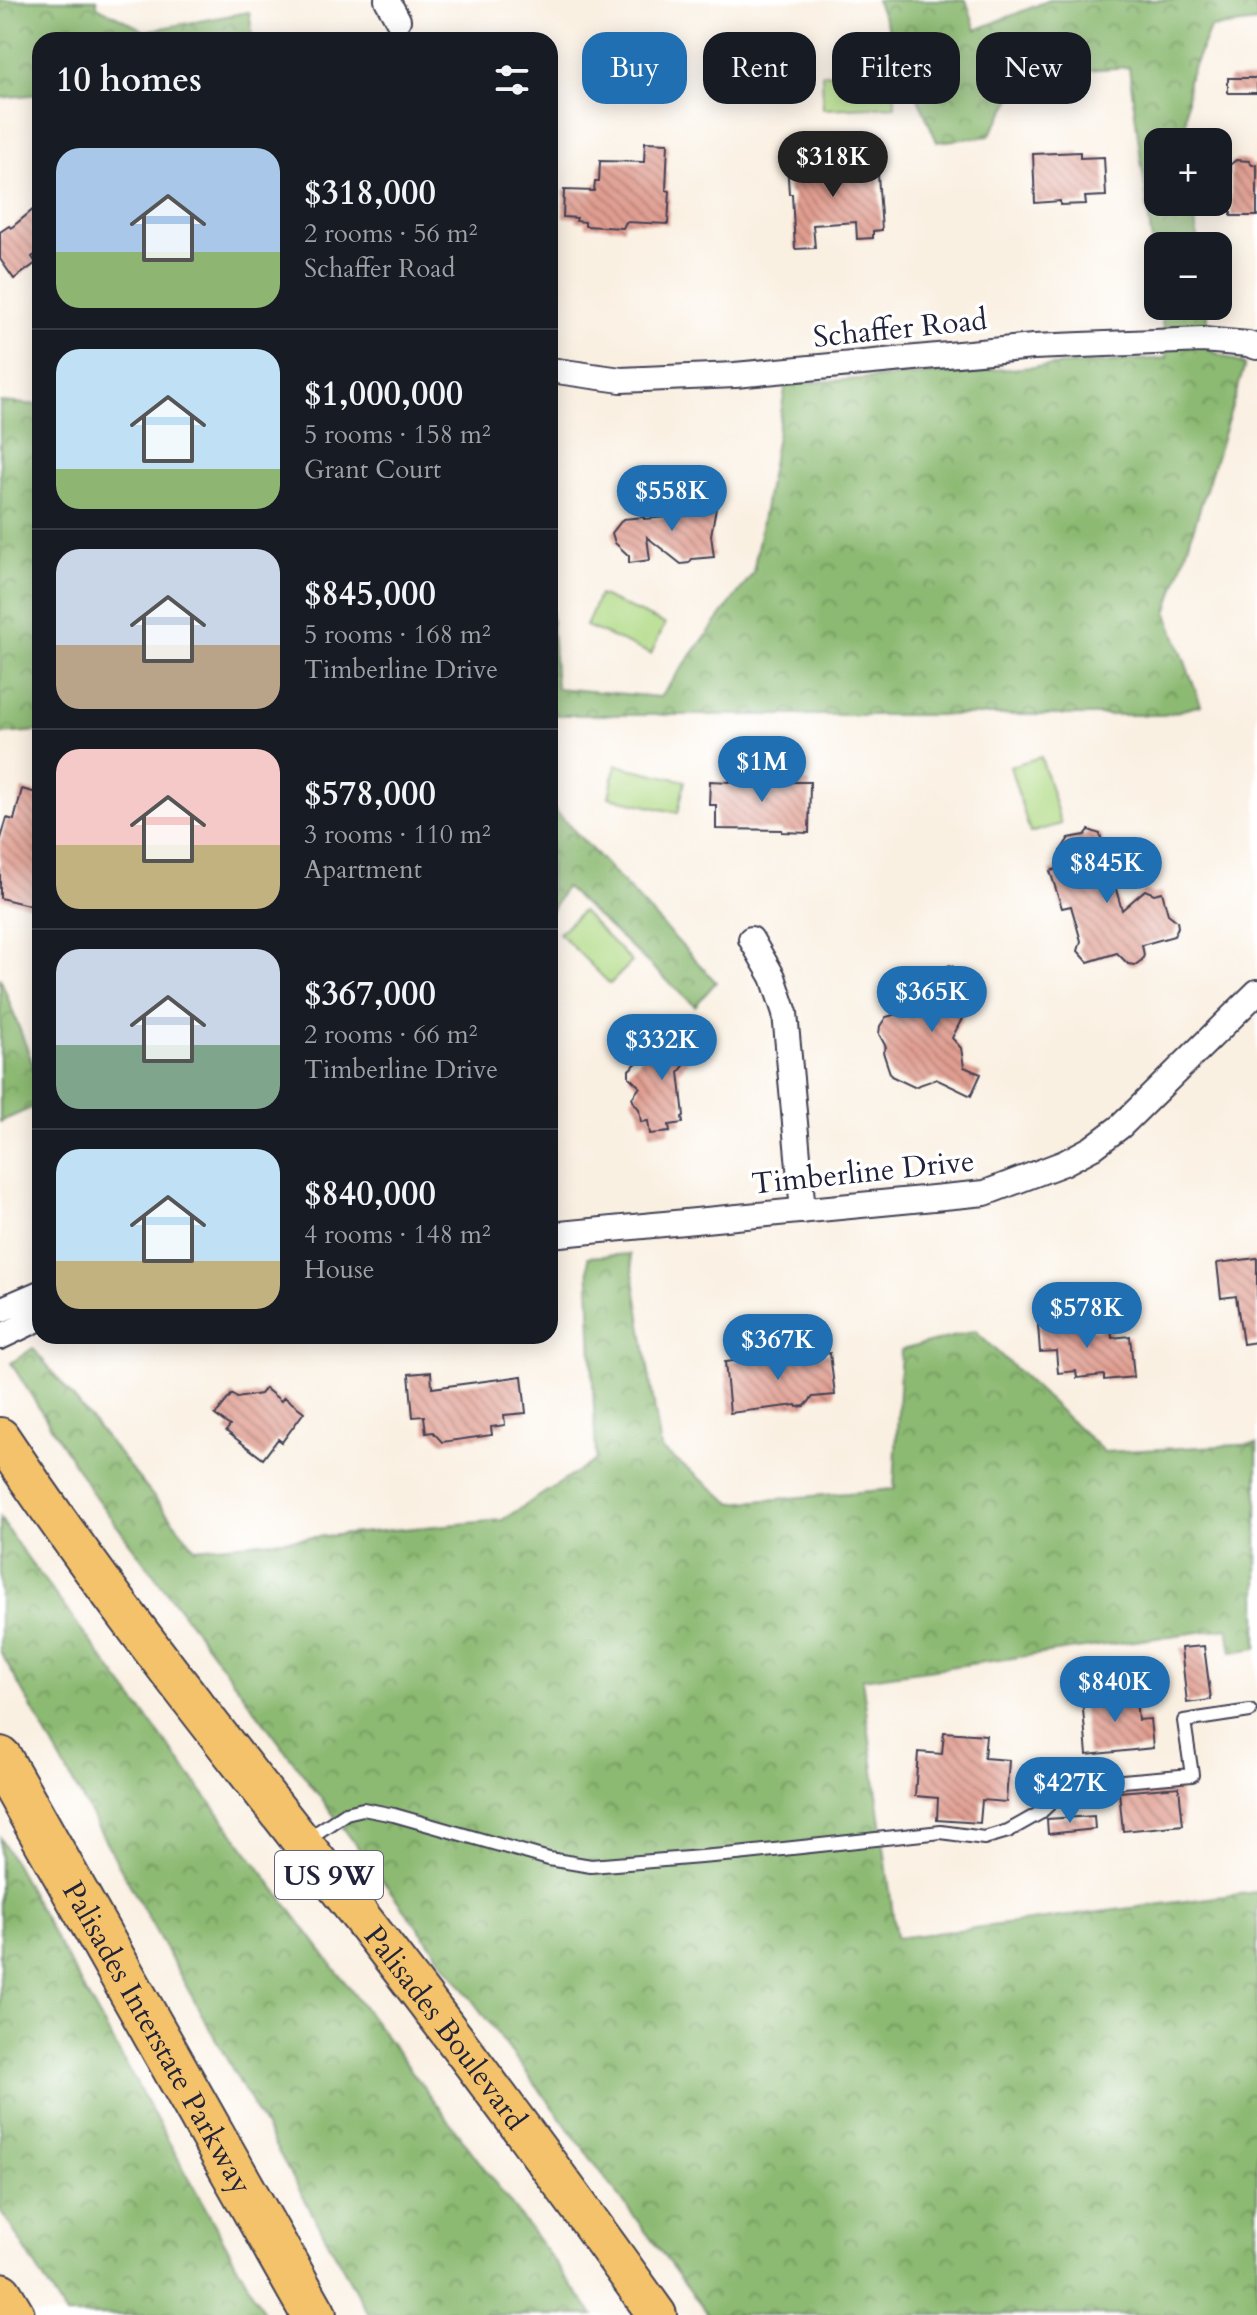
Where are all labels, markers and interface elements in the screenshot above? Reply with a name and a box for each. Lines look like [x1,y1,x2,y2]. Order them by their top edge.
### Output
chip: Buy [582,32,687,104]
chip: Rent [703,32,816,104]
chip: Filters [832,32,960,104]
chip: New [976,32,1091,104]
text: 10 homes [56,57,202,103]
icon: filters [490,58,534,102]
map controls [1144,128,1232,320]
button: + [1144,128,1232,216]
pin: $318K [777,131,889,199]
text: $318K [796,139,870,174]
text: $318,000 [304,170,436,216]
icon: home [120,180,216,276]
text: 2 rooms · 56 m² [304,216,477,251]
button: − [1144,232,1232,320]
text: Schaffer Road [304,251,455,286]
street label: Schaffer Road [811,299,989,358]
text: $1,000,000 [304,371,463,417]
icon: home [120,381,216,477]
text: 5 rooms · 158 m² [304,417,491,452]
text: Grant Court [304,452,441,487]
pin: $558K [616,465,728,533]
text: $558K [635,473,709,508]
text: $845,000 [304,571,436,617]
icon: home [120,581,216,677]
text: 5 rooms · 168 m² [304,617,491,652]
text: Timberline Drive [304,652,498,687]
pin: $1M [723,736,801,804]
text: $1M [736,744,788,779]
text: $578,000 [304,771,436,817]
icon: home [120,781,216,877]
text: 3 rooms · 110 m² [304,817,491,852]
pin: $845K [1051,837,1163,905]
text: $845K [1070,845,1144,880]
text: Apartment [304,852,422,887]
pin: $365K [876,966,988,1034]
text: $367,000 [304,971,436,1017]
text: $365K [895,974,969,1009]
icon: home [120,981,216,1077]
pin: $332K [606,1014,718,1082]
text: 2 rooms · 66 m² [304,1017,477,1052]
text: $332K [625,1022,699,1057]
text: Timberline Drive [304,1052,498,1087]
street label: Timberline Drive [750,1140,976,1205]
text: $840,000 [304,1171,436,1217]
icon: home [120,1181,216,1277]
text: 4 rooms · 148 m² [304,1217,491,1252]
text: House [304,1252,375,1287]
pin: $578K [1031,1282,1143,1350]
text: $578K [1050,1290,1124,1325]
pin: $367K [722,1314,834,1382]
text: $367K [741,1322,815,1357]
pin: $840K [1059,1656,1171,1724]
text: $840K [1078,1664,1152,1699]
pin: $427K [1014,1757,1126,1825]
text: $427K [1033,1765,1107,1800]
road number: US 9W [275,1851,383,1899]
street label: Palisades Interstate Parkway [52,1874,262,2202]
street label: Palisades Boulevard [354,1917,536,2139]

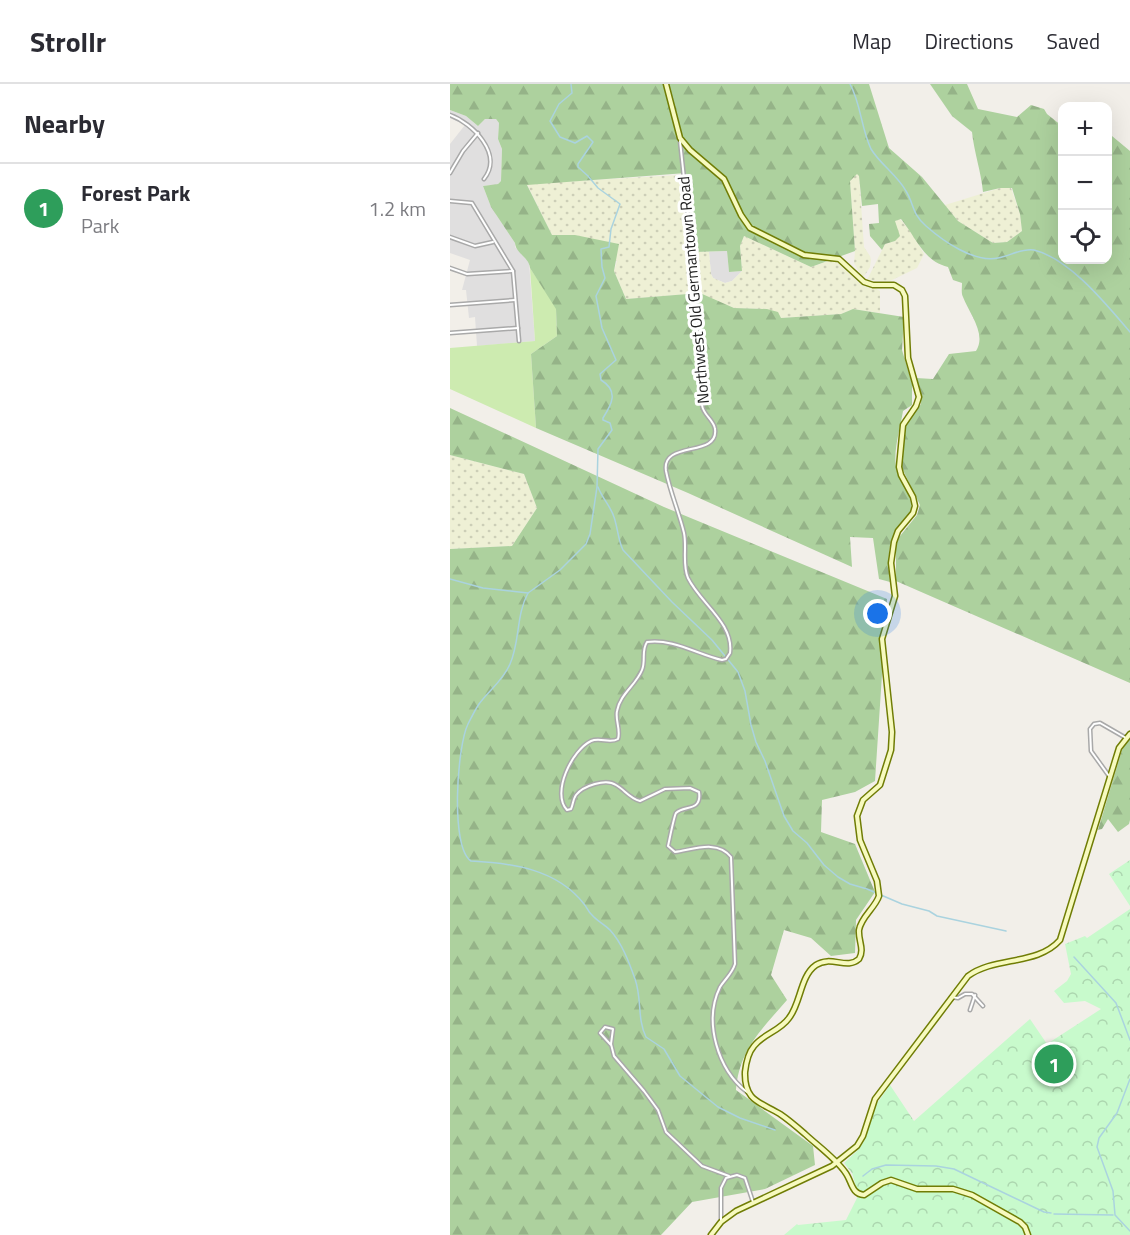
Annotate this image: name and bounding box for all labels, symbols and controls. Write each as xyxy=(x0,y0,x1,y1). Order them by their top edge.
text: Strollr xyxy=(30,20,106,63)
text: Map xyxy=(852,25,892,57)
text: Directions xyxy=(925,25,1014,57)
text: Saved xyxy=(1047,25,1100,57)
map controls xyxy=(1058,102,1112,264)
button: + xyxy=(1058,102,1112,156)
text: Nearby xyxy=(24,104,105,143)
button: − xyxy=(1058,156,1112,210)
street label: Northwest Old Germantown Road xyxy=(671,175,715,405)
text: Forest Park xyxy=(81,176,190,210)
text: 1 xyxy=(38,193,49,224)
text: 1.2 km xyxy=(369,193,426,224)
text: Park xyxy=(81,210,119,241)
button: locate xyxy=(1058,210,1112,264)
your location xyxy=(863,599,892,628)
pin: 1 xyxy=(1034,1042,1074,1086)

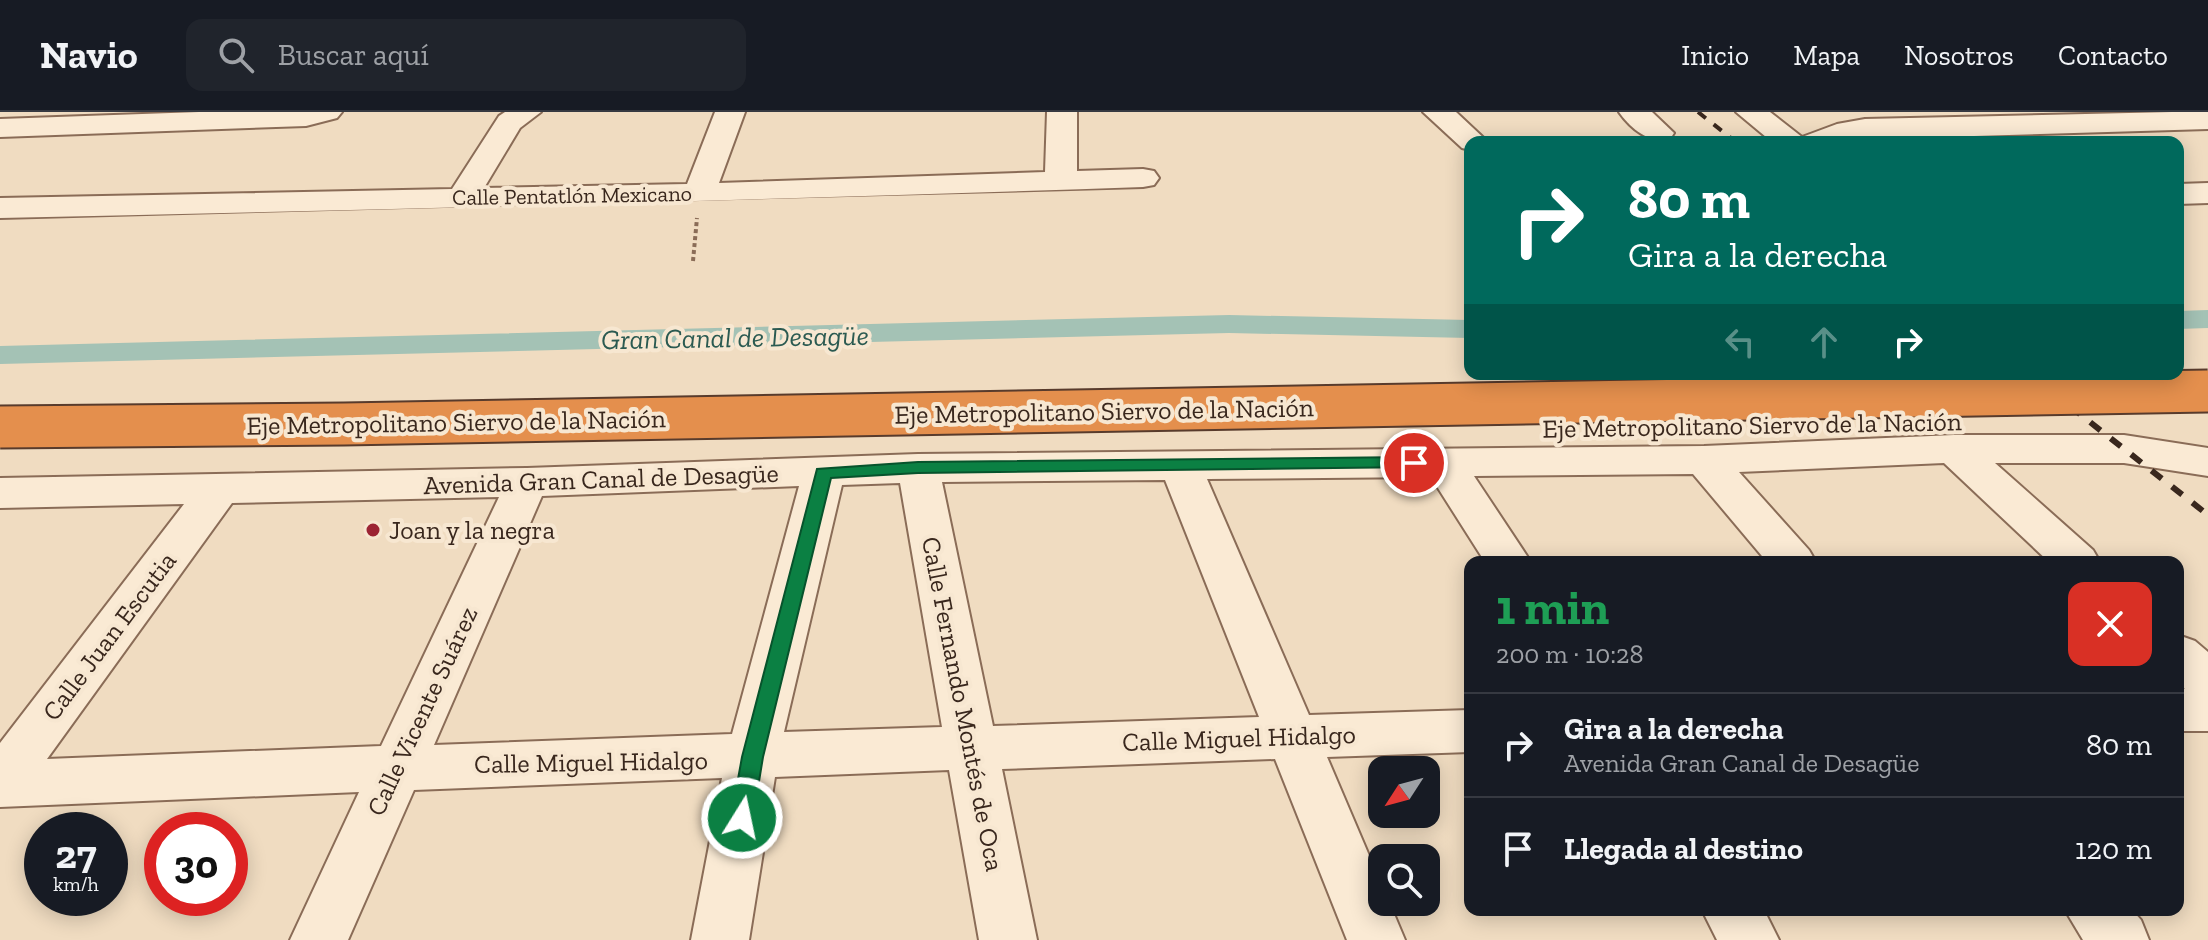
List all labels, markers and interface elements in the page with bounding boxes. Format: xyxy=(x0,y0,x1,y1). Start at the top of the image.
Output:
search box xyxy=(186,19,746,91)
text: Navio xyxy=(40,32,138,78)
icon: search xyxy=(214,33,258,77)
text: Buscar aquí xyxy=(278,37,429,73)
text: Inicio xyxy=(1681,39,1749,72)
text: Mapa xyxy=(1793,39,1860,72)
text: Nosotros xyxy=(1904,39,2014,72)
text: Contacto xyxy=(2058,39,2168,72)
text: 80 m xyxy=(1628,165,1750,232)
icon: right xyxy=(1496,168,1600,272)
street label: Calle Pentatlón Mexicano xyxy=(452,180,692,211)
text: Gira a la derecha xyxy=(1628,233,1887,276)
water label: Gran Canal de Desagüe xyxy=(601,319,869,356)
icon: left xyxy=(1718,320,1762,364)
icon: ahead xyxy=(1802,320,1846,364)
icon: right xyxy=(1886,320,1930,364)
street label: Eje Metropolitano Siervo de la Nación xyxy=(894,391,1314,431)
street label: Eje Metropolitano Siervo de la Nación xyxy=(246,402,666,442)
street label: Eje Metropolitano Siervo de la Nación xyxy=(1542,405,1962,445)
pin xyxy=(1380,429,1448,497)
icon: arrive xyxy=(1392,441,1436,485)
street label: Avenida Gran Canal de Desagüe xyxy=(423,457,779,501)
place label: Joan y la negra xyxy=(389,514,556,546)
marker: Joan y la negra xyxy=(364,521,382,539)
street label: Calle Fernando Montés de Oca xyxy=(915,534,1011,874)
street label: Calle Juan Escutia xyxy=(35,545,183,727)
text: 1 min xyxy=(1496,579,1609,636)
button: close xyxy=(2068,582,2152,666)
street label: Calle Vicente Suárez xyxy=(360,601,484,821)
text: 200 m · 10:28 xyxy=(1496,638,1643,670)
text: Gira a la derecha xyxy=(1564,711,1784,747)
street label: Calle Miguel Hidalgo xyxy=(1122,718,1356,758)
icon: right xyxy=(1496,723,1540,767)
text: 80 m xyxy=(2086,727,2152,763)
street label: Calle Miguel Hidalgo xyxy=(474,744,708,780)
text: Avenida Gran Canal de Desagüe xyxy=(1564,747,1919,779)
north arrow xyxy=(1368,756,1440,828)
map controls xyxy=(1368,756,1440,916)
position arrow xyxy=(700,776,784,860)
speed limit sign: 30 xyxy=(144,812,248,916)
icon: arrive xyxy=(1496,827,1540,871)
text: 27 xyxy=(55,830,97,878)
text: Llegada al destino xyxy=(1564,831,1803,867)
text: 120 m xyxy=(2075,831,2152,867)
button: search xyxy=(1368,844,1440,916)
text: km/h xyxy=(53,872,99,896)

* [EXERCISE PROMPT] Please reproduce each entry exactly as given and omit the pictures.

* [OUTPUT FOR THIS EXERCISE]
Where are all labels, markers and interface elements in the screenshot above? Reply with a name and a box for each. Lines look like [x1,y1,x2,y2]. Order them by their top edge.
### Output
chip: Buy [582,32,687,104]
chip: Rent [703,32,816,104]
chip: Filters [832,32,960,104]
chip: New [976,32,1091,104]
text: 10 homes [56,57,202,103]
icon: filters [490,58,534,102]
map controls [1144,128,1232,320]
button: + [1144,128,1232,216]
pin: $318K [777,131,889,199]
text: $318K [796,139,870,174]
text: $318,000 [304,170,436,216]
icon: home [120,180,216,276]
text: 2 rooms · 56 m² [304,216,477,251]
button: − [1144,232,1232,320]
text: Schaffer Road [304,251,455,286]
street label: Schaffer Road [811,299,989,358]
text: $1,000,000 [304,371,463,417]
icon: home [120,381,216,477]
text: 5 rooms · 158 m² [304,417,491,452]
text: Grant Court [304,452,441,487]
pin: $558K [616,465,728,533]
text: $558K [635,473,709,508]
text: $845,000 [304,571,436,617]
icon: home [120,581,216,677]
text: 5 rooms · 168 m² [304,617,491,652]
text: Timberline Drive [304,652,498,687]
pin: $1M [723,736,801,804]
text: $1M [736,744,788,779]
text: $578,000 [304,771,436,817]
icon: home [120,781,216,877]
text: 3 rooms · 110 m² [304,817,491,852]
pin: $845K [1051,837,1163,905]
text: $845K [1070,845,1144,880]
text: Apartment [304,852,422,887]
pin: $365K [876,966,988,1034]
text: $367,000 [304,971,436,1017]
text: $365K [895,974,969,1009]
icon: home [120,981,216,1077]
pin: $332K [606,1014,718,1082]
text: 2 rooms · 66 m² [304,1017,477,1052]
text: $332K [625,1022,699,1057]
text: Timberline Drive [304,1052,498,1087]
street label: Timberline Drive [750,1140,976,1205]
text: $840,000 [304,1171,436,1217]
icon: home [120,1181,216,1277]
text: 4 rooms · 148 m² [304,1217,491,1252]
text: House [304,1252,375,1287]
pin: $578K [1031,1282,1143,1350]
text: $578K [1050,1290,1124,1325]
pin: $367K [722,1314,834,1382]
text: $367K [741,1322,815,1357]
pin: $840K [1059,1656,1171,1724]
text: $840K [1078,1664,1152,1699]
pin: $427K [1014,1757,1126,1825]
text: $427K [1033,1765,1107,1800]
road number: US 9W [275,1851,383,1899]
street label: Palisades Interstate Parkway [52,1874,262,2202]
street label: Palisades Boulevard [354,1917,536,2139]

Annotate this image: name and bounding box for all labels, symbols and controls. Write each as xyxy=(x0,y0,x1,y1). Order them by their top edge.
text: Strollr xyxy=(30,20,106,63)
text: Map xyxy=(852,25,892,57)
text: Directions xyxy=(925,25,1014,57)
text: Saved xyxy=(1047,25,1100,57)
map controls xyxy=(1058,102,1112,264)
button: + xyxy=(1058,102,1112,156)
text: Nearby xyxy=(24,104,105,143)
button: − xyxy=(1058,156,1112,210)
street label: Northwest Old Germantown Road xyxy=(671,175,715,405)
text: Forest Park xyxy=(81,176,190,210)
text: 1 xyxy=(38,193,49,224)
text: 1.2 km xyxy=(369,193,426,224)
text: Park xyxy=(81,210,119,241)
button: locate xyxy=(1058,210,1112,264)
your location xyxy=(863,599,892,628)
pin: 1 xyxy=(1034,1042,1074,1086)

List all labels, markers and interface elements in the page with bounding boxes. Format: xyxy=(x0,y0,x1,y1). Start at the top of the image.
Output:
search box xyxy=(186,19,746,91)
text: Navio xyxy=(40,32,138,78)
icon: search xyxy=(214,33,258,77)
text: Buscar aquí xyxy=(278,37,429,73)
text: Inicio xyxy=(1681,39,1749,72)
text: Mapa xyxy=(1793,39,1860,72)
text: Nosotros xyxy=(1904,39,2014,72)
text: Contacto xyxy=(2058,39,2168,72)
text: 80 m xyxy=(1628,165,1750,232)
icon: right xyxy=(1496,168,1600,272)
street label: Calle Pentatlón Mexicano xyxy=(452,180,692,211)
text: Gira a la derecha xyxy=(1628,233,1887,276)
water label: Gran Canal de Desagüe xyxy=(601,319,869,356)
icon: left xyxy=(1718,320,1762,364)
icon: ahead xyxy=(1802,320,1846,364)
icon: right xyxy=(1886,320,1930,364)
street label: Eje Metropolitano Siervo de la Nación xyxy=(894,391,1314,431)
street label: Eje Metropolitano Siervo de la Nación xyxy=(246,402,666,442)
street label: Eje Metropolitano Siervo de la Nación xyxy=(1542,405,1962,445)
pin xyxy=(1380,429,1448,497)
icon: arrive xyxy=(1392,441,1436,485)
street label: Avenida Gran Canal de Desagüe xyxy=(423,457,779,501)
place label: Joan y la negra xyxy=(389,514,556,546)
marker: Joan y la negra xyxy=(364,521,382,539)
street label: Calle Fernando Montés de Oca xyxy=(915,534,1011,874)
street label: Calle Juan Escutia xyxy=(35,545,183,727)
text: 1 min xyxy=(1496,579,1609,636)
button: close xyxy=(2068,582,2152,666)
street label: Calle Vicente Suárez xyxy=(360,601,484,821)
text: 200 m · 10:28 xyxy=(1496,638,1643,670)
text: Gira a la derecha xyxy=(1564,711,1784,747)
street label: Calle Miguel Hidalgo xyxy=(1122,718,1356,758)
icon: right xyxy=(1496,723,1540,767)
text: 80 m xyxy=(2086,727,2152,763)
street label: Calle Miguel Hidalgo xyxy=(474,744,708,780)
text: Avenida Gran Canal de Desagüe xyxy=(1564,747,1919,779)
north arrow xyxy=(1368,756,1440,828)
map controls xyxy=(1368,756,1440,916)
position arrow xyxy=(700,776,784,860)
speed limit sign: 30 xyxy=(144,812,248,916)
icon: arrive xyxy=(1496,827,1540,871)
text: 27 xyxy=(55,830,97,878)
text: Llegada al destino xyxy=(1564,831,1803,867)
text: 120 m xyxy=(2075,831,2152,867)
button: search xyxy=(1368,844,1440,916)
text: km/h xyxy=(53,872,99,896)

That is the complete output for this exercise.